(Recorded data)
....
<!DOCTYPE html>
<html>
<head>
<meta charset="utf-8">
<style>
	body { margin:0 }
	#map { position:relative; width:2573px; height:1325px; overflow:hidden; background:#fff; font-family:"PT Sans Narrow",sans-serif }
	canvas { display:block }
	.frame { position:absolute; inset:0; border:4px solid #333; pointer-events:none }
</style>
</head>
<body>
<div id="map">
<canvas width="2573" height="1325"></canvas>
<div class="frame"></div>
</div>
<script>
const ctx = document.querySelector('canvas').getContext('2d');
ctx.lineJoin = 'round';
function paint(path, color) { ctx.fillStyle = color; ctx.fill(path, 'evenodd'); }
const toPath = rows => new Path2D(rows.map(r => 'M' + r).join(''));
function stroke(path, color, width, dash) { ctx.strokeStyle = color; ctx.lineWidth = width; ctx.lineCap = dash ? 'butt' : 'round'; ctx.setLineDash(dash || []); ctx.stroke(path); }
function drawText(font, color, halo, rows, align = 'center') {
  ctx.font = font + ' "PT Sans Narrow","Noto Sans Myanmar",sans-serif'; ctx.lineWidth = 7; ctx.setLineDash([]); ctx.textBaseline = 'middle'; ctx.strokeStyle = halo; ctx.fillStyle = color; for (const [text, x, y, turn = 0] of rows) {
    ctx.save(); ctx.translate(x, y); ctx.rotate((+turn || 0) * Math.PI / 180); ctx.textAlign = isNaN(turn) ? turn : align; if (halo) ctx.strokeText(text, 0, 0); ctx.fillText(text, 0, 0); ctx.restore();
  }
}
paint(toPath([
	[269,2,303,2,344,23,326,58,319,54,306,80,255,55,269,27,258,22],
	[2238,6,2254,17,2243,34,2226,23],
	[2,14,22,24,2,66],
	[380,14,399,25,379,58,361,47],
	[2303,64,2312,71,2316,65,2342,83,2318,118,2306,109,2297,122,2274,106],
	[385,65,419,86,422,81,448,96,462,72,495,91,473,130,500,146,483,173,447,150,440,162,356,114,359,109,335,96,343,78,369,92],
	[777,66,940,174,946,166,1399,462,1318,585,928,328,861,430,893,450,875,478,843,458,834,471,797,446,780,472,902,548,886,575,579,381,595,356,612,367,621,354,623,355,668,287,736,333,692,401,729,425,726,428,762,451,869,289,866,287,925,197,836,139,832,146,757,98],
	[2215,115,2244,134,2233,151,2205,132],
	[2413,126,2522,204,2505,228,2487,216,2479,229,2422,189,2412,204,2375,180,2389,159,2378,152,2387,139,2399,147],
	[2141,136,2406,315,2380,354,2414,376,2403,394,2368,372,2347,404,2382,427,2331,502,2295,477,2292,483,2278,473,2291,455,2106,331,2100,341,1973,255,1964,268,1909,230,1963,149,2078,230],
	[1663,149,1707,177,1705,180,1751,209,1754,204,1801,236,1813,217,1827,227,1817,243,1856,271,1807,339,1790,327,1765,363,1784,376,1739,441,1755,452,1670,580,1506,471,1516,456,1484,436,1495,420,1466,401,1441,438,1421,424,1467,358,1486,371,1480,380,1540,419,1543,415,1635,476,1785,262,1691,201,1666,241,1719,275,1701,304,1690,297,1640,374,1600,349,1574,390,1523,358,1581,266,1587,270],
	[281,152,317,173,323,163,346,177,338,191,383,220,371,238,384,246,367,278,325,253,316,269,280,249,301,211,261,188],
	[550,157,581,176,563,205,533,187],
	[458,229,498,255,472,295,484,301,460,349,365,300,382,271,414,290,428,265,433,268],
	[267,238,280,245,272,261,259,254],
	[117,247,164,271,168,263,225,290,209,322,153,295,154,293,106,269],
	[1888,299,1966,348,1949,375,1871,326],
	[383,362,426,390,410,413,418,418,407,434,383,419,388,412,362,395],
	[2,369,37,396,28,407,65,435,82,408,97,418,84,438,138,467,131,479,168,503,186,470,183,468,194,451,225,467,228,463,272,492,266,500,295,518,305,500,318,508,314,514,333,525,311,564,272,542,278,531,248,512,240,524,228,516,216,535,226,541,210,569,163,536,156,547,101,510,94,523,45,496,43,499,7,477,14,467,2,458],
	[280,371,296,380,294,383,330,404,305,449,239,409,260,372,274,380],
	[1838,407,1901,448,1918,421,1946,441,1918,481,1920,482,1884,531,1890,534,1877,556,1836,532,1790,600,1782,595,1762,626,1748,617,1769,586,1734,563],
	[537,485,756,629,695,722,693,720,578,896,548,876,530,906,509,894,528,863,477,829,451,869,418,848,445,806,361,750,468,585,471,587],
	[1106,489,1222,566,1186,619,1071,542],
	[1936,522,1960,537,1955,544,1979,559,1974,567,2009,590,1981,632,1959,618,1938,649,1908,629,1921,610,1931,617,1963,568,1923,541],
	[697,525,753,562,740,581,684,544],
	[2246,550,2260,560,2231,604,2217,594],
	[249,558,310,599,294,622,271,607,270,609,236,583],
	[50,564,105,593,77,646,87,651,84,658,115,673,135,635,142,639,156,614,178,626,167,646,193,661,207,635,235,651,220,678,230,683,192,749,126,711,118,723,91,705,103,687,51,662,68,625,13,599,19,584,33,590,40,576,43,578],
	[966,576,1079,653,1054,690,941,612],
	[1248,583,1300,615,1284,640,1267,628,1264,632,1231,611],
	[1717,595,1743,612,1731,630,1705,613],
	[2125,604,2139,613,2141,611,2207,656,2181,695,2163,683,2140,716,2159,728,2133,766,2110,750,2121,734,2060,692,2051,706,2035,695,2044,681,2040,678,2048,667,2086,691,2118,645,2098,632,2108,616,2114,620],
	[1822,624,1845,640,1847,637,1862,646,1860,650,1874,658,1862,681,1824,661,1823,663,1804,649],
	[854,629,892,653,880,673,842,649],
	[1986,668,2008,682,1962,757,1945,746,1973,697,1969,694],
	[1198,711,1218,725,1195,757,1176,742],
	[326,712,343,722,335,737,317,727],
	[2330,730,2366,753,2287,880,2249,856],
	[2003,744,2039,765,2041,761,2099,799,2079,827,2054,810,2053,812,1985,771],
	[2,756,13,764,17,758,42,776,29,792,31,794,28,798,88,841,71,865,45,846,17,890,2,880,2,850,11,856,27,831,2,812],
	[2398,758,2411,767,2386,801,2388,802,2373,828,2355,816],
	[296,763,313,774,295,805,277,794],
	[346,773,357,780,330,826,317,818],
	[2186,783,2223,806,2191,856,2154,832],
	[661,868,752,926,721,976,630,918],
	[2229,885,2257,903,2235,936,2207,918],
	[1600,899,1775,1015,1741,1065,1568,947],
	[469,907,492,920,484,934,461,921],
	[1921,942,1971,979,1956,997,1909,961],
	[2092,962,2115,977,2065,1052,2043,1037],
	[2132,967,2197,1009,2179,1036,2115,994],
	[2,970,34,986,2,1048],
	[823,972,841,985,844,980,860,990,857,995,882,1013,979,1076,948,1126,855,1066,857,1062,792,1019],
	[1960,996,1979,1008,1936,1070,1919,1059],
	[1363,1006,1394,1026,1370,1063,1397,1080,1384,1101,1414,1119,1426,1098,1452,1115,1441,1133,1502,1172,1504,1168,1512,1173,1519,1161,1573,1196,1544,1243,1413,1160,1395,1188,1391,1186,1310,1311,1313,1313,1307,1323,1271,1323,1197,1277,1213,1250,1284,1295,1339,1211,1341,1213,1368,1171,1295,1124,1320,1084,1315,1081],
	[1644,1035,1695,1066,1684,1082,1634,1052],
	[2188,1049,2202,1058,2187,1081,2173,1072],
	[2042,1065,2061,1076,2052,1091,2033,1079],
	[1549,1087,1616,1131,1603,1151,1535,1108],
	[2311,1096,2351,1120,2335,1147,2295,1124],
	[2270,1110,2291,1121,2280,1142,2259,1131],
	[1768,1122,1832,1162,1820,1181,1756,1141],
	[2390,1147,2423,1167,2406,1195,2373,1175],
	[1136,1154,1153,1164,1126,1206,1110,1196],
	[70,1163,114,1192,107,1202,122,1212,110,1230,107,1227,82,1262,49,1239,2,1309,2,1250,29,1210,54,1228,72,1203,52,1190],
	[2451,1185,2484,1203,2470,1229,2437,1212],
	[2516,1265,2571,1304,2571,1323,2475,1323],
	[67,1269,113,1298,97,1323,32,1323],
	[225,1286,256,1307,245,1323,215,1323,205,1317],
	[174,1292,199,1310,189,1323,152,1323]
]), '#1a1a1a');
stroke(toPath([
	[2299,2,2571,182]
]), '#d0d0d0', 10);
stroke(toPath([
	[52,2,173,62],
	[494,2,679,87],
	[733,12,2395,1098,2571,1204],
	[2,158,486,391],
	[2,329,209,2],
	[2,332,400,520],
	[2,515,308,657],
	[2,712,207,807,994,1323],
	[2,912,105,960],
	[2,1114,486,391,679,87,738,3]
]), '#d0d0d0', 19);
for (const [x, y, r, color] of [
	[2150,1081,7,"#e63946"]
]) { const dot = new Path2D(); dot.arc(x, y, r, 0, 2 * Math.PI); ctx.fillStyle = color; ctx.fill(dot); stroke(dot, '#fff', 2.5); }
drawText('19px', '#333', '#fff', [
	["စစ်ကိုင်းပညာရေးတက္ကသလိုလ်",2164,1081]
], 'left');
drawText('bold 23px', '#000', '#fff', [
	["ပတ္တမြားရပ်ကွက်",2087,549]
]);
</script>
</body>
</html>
....
## What to produce
Find the lines in the records that include the string "halo", and reply with how many there are, nothing more.

## Answer to the exercise
3